Start of The records

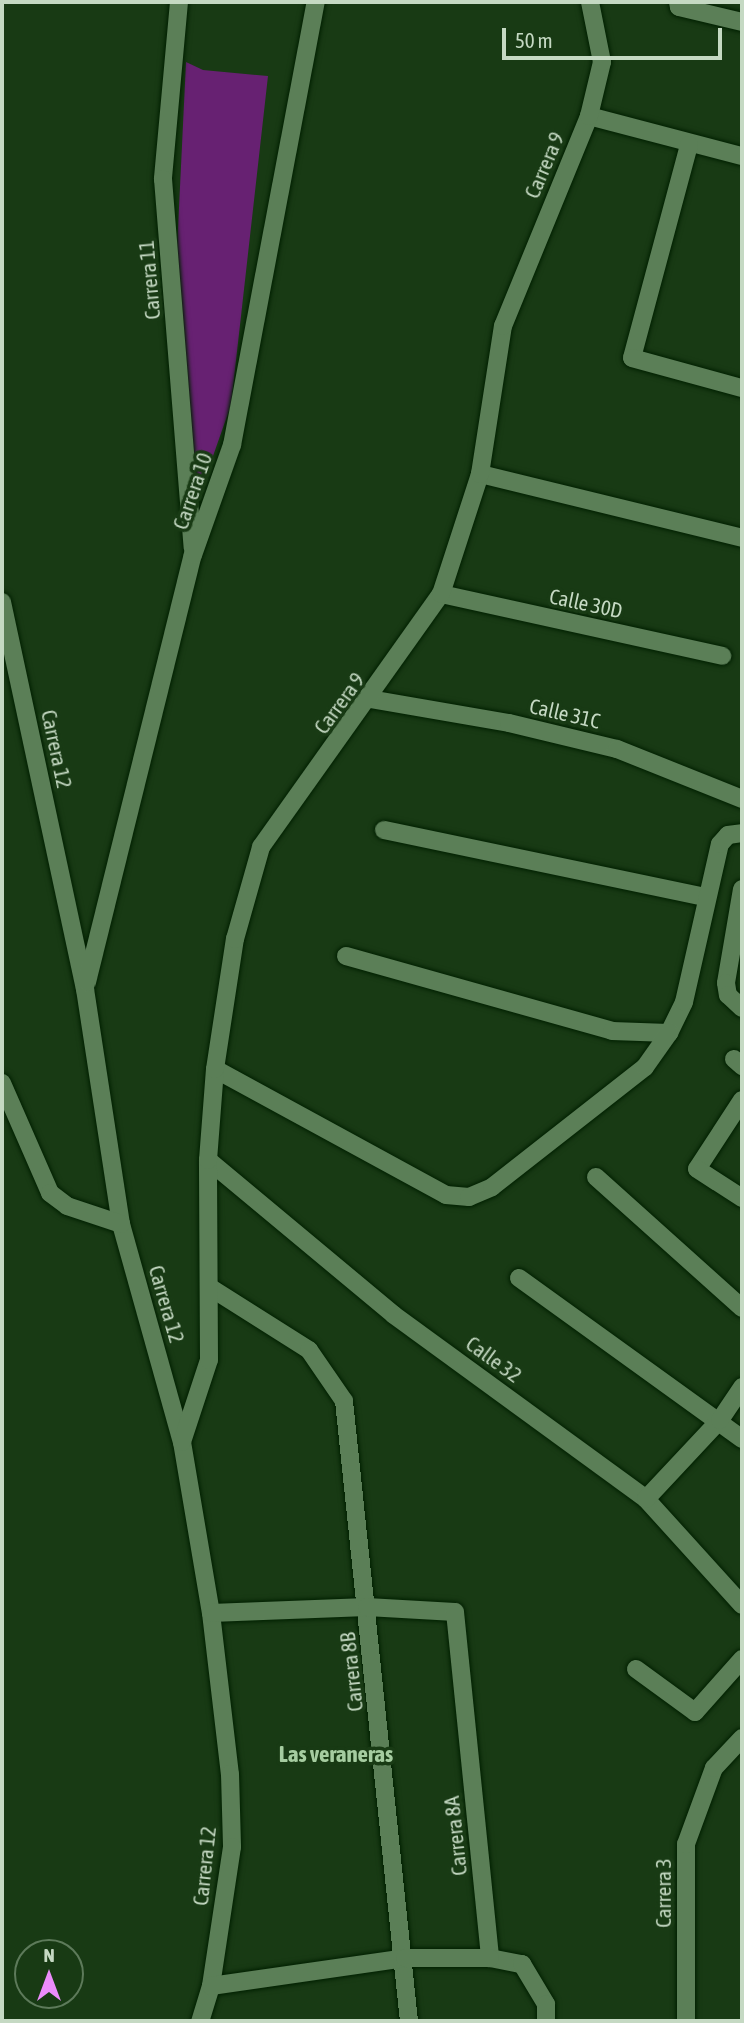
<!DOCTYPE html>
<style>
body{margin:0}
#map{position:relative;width:744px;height:2023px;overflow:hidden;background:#183a14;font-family:"Asap Condensed",sans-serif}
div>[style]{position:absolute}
.green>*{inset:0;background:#672172}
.roads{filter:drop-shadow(0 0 2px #002000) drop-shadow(0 0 2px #002000)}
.minor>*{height:18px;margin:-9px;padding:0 9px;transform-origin:9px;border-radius:9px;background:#5b7f57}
span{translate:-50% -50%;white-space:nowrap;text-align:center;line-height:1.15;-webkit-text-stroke:7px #183a14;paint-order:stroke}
.street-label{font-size:21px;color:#c5d9c3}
.neighbourhood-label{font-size:23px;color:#a5cca0;font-weight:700}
.frame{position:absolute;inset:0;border:4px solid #c5d9c3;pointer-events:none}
.north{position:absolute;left:14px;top:1939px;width:70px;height:70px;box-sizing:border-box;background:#183a14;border:2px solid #5d7a5a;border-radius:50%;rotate:0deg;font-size:19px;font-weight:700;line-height:28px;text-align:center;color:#c5d9c3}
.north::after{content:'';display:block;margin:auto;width:24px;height:32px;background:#eb8cfb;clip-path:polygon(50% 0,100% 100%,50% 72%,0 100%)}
.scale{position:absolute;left:502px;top:28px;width:220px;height:32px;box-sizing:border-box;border:4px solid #c5d9c3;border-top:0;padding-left:9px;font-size:21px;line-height:24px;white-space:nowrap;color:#c5d9c3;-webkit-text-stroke:5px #183a14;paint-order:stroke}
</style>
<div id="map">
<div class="green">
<i style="clip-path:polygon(186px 62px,203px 70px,268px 76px,231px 405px,195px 507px,177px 249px)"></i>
</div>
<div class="roads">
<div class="minor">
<i style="left:179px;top:2px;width:178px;rotate:95.2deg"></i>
<i style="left:163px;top:179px;width:370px;rotate:85.4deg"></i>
<i style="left:678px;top:2px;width:5px;rotate:79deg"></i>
<i style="left:679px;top:7px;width:65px;rotate:13.4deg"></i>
<i style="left:589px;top:116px;width:158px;rotate:14.7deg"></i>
<i style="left:689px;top:145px;width:220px;rotate:105deg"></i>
<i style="left:632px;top:358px;width:114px;rotate:15.3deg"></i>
<i style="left:480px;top:474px;width:270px;rotate:13.7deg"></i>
<i style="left:441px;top:594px;width:288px;rotate:12.4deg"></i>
<i style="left:2px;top:602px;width:396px;rotate:77.9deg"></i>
<i style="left:85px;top:989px;width:238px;rotate:81.3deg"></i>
<i style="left:121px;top:1224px;width:226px;rotate:74.4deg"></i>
<i style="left:182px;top:1442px;width:173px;rotate:80.4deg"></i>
<i style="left:211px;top:1613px;width:162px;rotate:83.3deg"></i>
<i style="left:230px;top:1774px;width:73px;rotate:88.4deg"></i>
<i style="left:232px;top:1847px;width:141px;rotate:98.6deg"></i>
<i style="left:211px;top:1986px;width:37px;rotate:107deg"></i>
<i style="left:370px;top:699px;width:141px;rotate:9.8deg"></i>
<i style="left:509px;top:723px;width:111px;rotate:13.5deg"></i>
<i style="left:617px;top:749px;width:135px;rotate:21.8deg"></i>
<i style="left:384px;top:830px;width:328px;rotate:11.8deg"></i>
<i style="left:742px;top:889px;width:95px;rotate:99.7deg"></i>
<i style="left:726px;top:983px;width:12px;rotate:81deg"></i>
<i style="left:728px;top:995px;width:19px;rotate:43deg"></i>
<i style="left:346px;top:956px;width:276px;rotate:15.7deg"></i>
<i style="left:612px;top:1031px;width:57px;rotate:2deg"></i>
<i style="left:669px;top:1033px;width:34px;rotate:-64deg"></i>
<i style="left:684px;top:1002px;width:162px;rotate:-77.2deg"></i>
<i style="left:720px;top:844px;width:12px;rotate:-48deg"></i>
<i style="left:728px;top:835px;width:14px;rotate:-8deg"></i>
<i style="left:87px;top:982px;width:440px;rotate:-76.1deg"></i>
<i style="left:193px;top:555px;width:117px;rotate:-70.5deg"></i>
<i style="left:232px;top:445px;width:451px;rotate:-79.3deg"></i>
<i style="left:734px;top:1059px;width:11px;rotate:41deg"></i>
<i style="left:215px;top:1069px;width:263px;rotate:28.6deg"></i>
<i style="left:446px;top:1195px;width:23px;rotate:5deg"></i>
<i style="left:469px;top:1197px;width:25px;rotate:-23deg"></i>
<i style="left:492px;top:1187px;width:194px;rotate:-38.1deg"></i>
<i style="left:645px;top:1067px;width:42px;rotate:-54.8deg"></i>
<i style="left:2px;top:1083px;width:120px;rotate:66.4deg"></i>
<i style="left:50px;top:1193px;width:21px;rotate:37deg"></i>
<i style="left:67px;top:1206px;width:57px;rotate:18.4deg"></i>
<i style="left:742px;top:1100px;width:82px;rotate:123.1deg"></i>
<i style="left:697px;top:1169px;width:54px;rotate:32.8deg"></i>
<i style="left:208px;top:1160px;width:242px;rotate:39.8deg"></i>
<i style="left:394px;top:1315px;width:312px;rotate:36.1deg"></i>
<i style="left:646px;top:1499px;width:143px;rotate:47.8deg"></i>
<i style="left:596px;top:1177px;width:196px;rotate:41.9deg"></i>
<i style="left:519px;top:1278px;width:275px;rotate:35.8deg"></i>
<i style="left:211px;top:1288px;width:116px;rotate:32.3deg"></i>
<i style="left:309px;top:1350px;width:62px;rotate:55.5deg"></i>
<i style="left:344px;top:1401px;width:623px;rotate:84.02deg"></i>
<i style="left:182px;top:1442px;width:86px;rotate:-71.8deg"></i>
<i style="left:209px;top:1360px;width:200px;rotate:-90.3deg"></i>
<i style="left:208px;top:1160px;width:91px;rotate:-85.6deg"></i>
<i style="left:215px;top:1069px;width:132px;rotate:-81.3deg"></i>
<i style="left:235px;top:939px;width:96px;rotate:-74.2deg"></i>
<i style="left:261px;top:847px;width:310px;rotate:-54.6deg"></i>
<i style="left:441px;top:594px;width:126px;rotate:-72deg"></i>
<i style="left:480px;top:474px;width:150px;rotate:-81.2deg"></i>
<i style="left:503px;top:326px;width:227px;rotate:-67.7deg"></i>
<i style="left:589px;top:116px;width:56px;rotate:-76.5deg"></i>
<i style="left:602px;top:62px;width:61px;rotate:-101.3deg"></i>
<i style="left:646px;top:1499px;width:108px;rotate:-46.9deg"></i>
<i style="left:720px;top:1420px;width:40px;rotate:-56deg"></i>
<i style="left:211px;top:1613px;width:156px;rotate:-2.2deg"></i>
<i style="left:367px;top:1607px;width:88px;rotate:3.3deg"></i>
<i style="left:455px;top:1612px;width:348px;rotate:84.2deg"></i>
<i style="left:490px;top:1958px;width:33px;rotate:11deg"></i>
<i style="left:522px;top:1964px;width:47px;rotate:59deg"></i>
<i style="left:546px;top:2004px;width:17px;rotate:90deg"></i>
<i style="left:636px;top:1669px;width:73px;rotate:36.1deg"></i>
<i style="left:695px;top:1712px;width:71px;rotate:-48.4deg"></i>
<i style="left:211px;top:1986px;width:196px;rotate:-8.2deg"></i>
<i style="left:405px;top:1958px;width:85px"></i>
<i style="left:686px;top:2021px;width:177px;rotate:-90deg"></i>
<i style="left:686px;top:1844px;width:81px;rotate:-69.8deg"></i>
<i style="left:714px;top:1768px;width:41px;rotate:-47deg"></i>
</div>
</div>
<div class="street-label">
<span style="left:544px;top:165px;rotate:-67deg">Carrera 9</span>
<span style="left:149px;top:280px;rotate:-95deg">Carrera 11</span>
<span style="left:192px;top:491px;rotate:-71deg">Carrera 10</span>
<span style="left:586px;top:603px;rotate:12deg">Calle 30D</span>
<span style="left:339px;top:703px;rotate:-54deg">Carrera 9</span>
<span style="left:565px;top:713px;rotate:13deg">Calle 31C</span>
<span style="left:57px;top:749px;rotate:78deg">Carrera 12</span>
<span style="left:167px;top:1304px;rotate:74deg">Carrera 12</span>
<span style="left:494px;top:1359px;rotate:36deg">Calle 32</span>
<span style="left:351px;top:1672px;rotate:-96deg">Carrera 8B</span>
<span style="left:455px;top:1836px;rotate:-96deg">Carrera 8A</span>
<span style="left:204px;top:1866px;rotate:-84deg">Carrera 12</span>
<span style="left:663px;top:1893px;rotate:-90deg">Carrera 3</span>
</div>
<div class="neighbourhood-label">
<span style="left:336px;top:1754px">Las veraneras</span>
</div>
<div class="frame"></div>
<div class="north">N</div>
<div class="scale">50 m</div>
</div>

End of The records

The images in the entries above should be left out; please reproduce exactly the lines from the first through the one containing "2px #002000) drop-shadow(0".

<!DOCTYPE html>
<style>
body{margin:0}
#map{position:relative;width:744px;height:2023px;overflow:hidden;background:#183a14;font-family:"Asap Condensed",sans-serif}
div>[style]{position:absolute}
.green>*{inset:0;background:#672172}
.roads{filter:drop-shadow(0 0 2px #002000) drop-shadow(0 0 2px #002000)}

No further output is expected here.